Features with low tf-idf are those that either are very commonly used across documents or are only used sparingly, and only in very long documents. Interestingly, many of the high-tf-idf features actually identify certain shows or movies. These terms only appear in reviews for this particular show or franchise, but tend to appear very often in these particular reviews. This is very clear, for example, for “pokemon”, “smallvile”, and “doodlebops”, but “scanners” here actually also referes to a movie title. These words are unlikely to help us in our sentiment classification task (unless maybe some franchises are universally reviewd positively or negatively) but certainly contain a lot of specific information about the reviews.

We can also find the words that have low inverse document frequency - that is, those that appear frequently and are therefore deemed less important.
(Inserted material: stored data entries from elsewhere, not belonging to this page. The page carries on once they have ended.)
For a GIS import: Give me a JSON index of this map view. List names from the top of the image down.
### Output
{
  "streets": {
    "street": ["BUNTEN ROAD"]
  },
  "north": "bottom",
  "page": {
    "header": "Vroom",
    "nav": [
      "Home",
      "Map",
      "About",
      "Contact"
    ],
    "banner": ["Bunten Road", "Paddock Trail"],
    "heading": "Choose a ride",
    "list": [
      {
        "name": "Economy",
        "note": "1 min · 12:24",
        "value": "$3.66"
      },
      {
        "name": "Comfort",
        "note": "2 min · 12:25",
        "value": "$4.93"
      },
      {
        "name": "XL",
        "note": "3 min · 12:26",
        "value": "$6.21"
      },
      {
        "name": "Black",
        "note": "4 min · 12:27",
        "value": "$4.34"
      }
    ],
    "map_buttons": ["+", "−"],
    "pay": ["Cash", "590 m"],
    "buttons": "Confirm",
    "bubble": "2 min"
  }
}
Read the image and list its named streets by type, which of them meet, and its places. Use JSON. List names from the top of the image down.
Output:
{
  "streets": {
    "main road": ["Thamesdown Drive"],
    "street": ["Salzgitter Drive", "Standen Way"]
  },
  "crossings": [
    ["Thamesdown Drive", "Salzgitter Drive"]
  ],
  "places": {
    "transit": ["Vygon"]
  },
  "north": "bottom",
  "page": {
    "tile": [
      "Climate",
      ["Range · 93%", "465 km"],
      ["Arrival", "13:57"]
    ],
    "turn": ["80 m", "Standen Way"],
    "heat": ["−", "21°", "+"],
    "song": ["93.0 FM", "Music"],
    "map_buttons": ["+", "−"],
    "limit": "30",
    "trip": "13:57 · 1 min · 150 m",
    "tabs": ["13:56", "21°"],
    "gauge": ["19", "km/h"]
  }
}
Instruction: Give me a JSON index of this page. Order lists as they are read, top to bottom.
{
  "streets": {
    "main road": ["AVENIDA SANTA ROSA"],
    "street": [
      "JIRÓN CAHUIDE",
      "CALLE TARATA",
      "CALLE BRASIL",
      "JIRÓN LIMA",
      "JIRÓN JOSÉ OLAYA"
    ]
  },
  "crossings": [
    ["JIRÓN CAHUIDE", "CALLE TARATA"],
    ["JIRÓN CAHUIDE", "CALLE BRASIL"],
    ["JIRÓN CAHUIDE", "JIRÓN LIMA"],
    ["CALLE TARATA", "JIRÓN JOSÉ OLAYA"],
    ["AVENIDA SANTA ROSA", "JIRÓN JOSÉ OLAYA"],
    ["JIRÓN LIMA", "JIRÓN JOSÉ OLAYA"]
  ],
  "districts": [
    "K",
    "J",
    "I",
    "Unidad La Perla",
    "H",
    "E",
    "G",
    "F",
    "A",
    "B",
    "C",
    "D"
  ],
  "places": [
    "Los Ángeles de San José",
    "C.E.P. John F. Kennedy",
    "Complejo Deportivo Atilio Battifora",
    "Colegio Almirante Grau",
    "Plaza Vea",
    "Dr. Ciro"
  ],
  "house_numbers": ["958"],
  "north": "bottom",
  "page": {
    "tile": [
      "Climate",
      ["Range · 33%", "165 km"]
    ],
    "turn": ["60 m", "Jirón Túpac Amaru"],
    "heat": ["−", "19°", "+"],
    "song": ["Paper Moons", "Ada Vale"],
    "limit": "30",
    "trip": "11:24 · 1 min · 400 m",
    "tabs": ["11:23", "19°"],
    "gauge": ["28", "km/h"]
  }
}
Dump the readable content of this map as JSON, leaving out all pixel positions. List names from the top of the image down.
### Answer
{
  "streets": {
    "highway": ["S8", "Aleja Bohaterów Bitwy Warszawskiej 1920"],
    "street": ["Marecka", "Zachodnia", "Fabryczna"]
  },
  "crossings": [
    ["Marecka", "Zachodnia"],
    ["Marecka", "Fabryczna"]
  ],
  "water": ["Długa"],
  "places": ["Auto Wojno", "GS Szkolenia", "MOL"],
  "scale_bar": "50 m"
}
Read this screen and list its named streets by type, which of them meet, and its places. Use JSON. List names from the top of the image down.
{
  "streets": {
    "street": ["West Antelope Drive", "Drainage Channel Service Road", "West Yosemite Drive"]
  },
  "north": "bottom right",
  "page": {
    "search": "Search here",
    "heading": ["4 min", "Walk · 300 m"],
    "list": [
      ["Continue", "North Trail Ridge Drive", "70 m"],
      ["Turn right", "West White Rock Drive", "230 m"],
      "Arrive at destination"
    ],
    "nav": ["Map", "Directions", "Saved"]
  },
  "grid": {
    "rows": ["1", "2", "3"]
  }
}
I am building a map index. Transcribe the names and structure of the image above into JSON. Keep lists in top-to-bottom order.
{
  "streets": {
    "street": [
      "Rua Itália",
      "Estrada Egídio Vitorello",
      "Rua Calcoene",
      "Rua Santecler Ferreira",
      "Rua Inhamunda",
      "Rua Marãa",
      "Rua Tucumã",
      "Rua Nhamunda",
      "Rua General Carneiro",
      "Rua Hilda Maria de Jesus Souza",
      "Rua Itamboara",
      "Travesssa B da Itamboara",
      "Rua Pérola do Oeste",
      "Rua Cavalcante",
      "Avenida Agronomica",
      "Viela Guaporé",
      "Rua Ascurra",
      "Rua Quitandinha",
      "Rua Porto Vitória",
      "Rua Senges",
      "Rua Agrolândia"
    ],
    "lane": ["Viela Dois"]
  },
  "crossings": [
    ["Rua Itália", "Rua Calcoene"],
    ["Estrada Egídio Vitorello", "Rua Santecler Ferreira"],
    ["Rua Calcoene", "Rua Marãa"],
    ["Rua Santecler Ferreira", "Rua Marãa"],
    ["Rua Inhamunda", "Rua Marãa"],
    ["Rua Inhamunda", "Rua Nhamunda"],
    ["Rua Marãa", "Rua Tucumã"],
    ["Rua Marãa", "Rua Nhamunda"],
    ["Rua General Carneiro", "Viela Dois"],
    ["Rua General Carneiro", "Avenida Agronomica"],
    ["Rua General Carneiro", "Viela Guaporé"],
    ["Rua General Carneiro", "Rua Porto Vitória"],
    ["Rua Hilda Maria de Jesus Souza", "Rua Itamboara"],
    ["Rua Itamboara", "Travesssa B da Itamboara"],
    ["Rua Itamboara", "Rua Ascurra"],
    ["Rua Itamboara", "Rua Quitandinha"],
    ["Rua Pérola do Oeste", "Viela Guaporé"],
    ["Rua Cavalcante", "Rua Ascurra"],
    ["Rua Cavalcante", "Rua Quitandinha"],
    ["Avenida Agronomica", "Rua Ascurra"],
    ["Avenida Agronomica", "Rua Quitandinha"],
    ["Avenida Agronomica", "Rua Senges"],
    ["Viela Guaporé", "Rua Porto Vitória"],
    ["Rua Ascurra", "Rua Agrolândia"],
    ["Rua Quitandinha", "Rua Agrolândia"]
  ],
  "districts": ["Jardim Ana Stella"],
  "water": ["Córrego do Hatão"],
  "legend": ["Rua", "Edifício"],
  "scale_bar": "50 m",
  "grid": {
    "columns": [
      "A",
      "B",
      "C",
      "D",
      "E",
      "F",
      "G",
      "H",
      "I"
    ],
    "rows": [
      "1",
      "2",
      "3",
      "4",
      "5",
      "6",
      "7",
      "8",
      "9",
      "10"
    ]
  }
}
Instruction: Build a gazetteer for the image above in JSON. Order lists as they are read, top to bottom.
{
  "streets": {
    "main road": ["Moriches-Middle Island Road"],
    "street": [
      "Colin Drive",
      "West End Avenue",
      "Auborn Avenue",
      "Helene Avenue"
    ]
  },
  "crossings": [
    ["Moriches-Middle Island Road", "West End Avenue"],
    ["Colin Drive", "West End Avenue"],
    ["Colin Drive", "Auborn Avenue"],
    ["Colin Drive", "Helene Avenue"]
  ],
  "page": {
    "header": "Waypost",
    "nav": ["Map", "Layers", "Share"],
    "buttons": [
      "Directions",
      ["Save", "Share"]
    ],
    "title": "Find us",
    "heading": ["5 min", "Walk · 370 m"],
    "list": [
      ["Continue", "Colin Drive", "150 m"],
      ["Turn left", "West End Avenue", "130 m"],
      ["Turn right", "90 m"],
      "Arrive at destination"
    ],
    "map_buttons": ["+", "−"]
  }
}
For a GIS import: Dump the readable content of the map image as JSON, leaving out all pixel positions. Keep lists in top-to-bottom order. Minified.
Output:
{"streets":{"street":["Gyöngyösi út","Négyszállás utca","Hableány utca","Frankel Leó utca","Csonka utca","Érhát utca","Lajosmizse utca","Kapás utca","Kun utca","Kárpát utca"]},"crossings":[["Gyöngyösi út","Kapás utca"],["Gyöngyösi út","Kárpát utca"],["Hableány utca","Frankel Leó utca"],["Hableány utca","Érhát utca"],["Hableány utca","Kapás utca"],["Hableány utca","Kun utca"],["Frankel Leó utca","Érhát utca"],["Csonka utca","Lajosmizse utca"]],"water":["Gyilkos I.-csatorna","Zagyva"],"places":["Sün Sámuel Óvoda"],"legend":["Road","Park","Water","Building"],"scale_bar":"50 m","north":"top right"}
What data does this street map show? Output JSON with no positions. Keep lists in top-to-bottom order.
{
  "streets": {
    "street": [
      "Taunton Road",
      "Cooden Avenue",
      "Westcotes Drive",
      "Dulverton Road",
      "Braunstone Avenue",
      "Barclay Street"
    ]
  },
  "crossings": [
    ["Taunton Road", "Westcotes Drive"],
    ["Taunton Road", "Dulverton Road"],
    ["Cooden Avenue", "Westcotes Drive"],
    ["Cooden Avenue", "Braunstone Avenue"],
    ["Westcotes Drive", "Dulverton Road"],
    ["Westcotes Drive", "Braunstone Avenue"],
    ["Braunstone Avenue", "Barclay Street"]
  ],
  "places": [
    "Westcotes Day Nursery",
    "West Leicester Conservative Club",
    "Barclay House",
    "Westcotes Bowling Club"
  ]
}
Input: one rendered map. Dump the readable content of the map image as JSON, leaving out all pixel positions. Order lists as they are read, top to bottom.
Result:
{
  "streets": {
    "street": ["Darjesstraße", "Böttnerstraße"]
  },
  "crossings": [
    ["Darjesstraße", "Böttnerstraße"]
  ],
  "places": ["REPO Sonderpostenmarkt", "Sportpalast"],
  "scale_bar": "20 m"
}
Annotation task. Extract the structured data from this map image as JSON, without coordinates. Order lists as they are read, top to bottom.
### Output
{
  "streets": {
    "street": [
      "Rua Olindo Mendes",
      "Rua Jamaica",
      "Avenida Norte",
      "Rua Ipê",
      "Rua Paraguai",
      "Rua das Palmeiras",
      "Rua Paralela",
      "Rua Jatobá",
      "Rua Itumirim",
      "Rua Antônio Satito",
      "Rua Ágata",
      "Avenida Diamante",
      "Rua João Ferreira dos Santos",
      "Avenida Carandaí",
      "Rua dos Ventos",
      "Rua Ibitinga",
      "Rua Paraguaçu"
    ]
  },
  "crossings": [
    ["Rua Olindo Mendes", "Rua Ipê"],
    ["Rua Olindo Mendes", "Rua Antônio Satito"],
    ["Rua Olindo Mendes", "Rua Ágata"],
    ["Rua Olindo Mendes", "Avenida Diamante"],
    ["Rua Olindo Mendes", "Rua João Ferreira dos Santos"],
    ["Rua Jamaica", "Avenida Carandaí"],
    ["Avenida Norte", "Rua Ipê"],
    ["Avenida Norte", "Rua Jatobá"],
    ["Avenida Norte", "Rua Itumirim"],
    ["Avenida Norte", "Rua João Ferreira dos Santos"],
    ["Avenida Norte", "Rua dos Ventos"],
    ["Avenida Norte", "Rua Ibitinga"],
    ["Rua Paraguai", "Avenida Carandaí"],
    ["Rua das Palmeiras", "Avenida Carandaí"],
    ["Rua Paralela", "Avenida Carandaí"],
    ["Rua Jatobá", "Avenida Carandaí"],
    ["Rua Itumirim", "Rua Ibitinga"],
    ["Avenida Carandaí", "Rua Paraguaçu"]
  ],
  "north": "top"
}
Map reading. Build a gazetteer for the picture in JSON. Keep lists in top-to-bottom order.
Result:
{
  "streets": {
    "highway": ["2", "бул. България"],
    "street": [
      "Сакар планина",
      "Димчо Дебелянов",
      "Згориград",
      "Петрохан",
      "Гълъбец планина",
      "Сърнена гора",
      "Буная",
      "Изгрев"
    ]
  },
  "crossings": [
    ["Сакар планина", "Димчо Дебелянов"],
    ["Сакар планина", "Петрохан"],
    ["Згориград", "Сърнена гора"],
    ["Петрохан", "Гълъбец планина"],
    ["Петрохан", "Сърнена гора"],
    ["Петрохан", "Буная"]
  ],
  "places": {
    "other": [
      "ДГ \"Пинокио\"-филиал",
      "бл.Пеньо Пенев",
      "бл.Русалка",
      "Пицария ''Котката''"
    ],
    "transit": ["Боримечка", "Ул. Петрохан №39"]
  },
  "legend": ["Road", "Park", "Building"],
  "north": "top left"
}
The inverse document frequency values found on the training set are stored in the idf_ attribute.

In:
sorted_by_idf = np.argsort(vectorizer.idf_)
print("Features with lowest idf:\n{}".form
Out:
Features with lowest idf:
['the' 'and' 'of' 'to' 'this' 'is' 'it' 'in' 'that' 'but' 'for' 'with'
 'was' 'as' 'on' 'movie' 'not' 'have' 'one' 'be' 'film' 'are' 'you' 'all'
 'at' 'an' 'by' 'so' 'from' 'like' 'who' 'they' 'there' 'if' 'his' 'out'
 'just' 'about' 'he' 'or' 'has' 'what' 'some' 'good' 'can' 'more' 'when'
 'time' 'up' 'very' 'even' 'only' 'no' 'would' 'my' 'see' 'really' 'story'
 'which' 'well' 'had' 'me' 'than' 'much' 'their' 'get' 'were' 'other'
 'been' 'do' 'most' 'don' 'her' 'also' 'into' 'first' 'made' 'how' 'great'
 'because' 'will' 'people' 'make' 'way' 'could' 'we' 'bad' 'after' 'any'
 'too' 'then' 'them' 'she' 'watch' 'think' 'acting' 'movies' 'seen' 'its'
 'him']

As expected, these are mostly English Stop Words like “the” and “no”. But some are clearly domain-specific to the movie reviews, like “movie”, “film”, “time”, “story”, and so on. Interestingly, “good”, “great”, and “bad” are also among the most frequent and therefore “least relevant” words according to the tf-idf measure, even though we might expect these to be very important for our sentiment analysis task.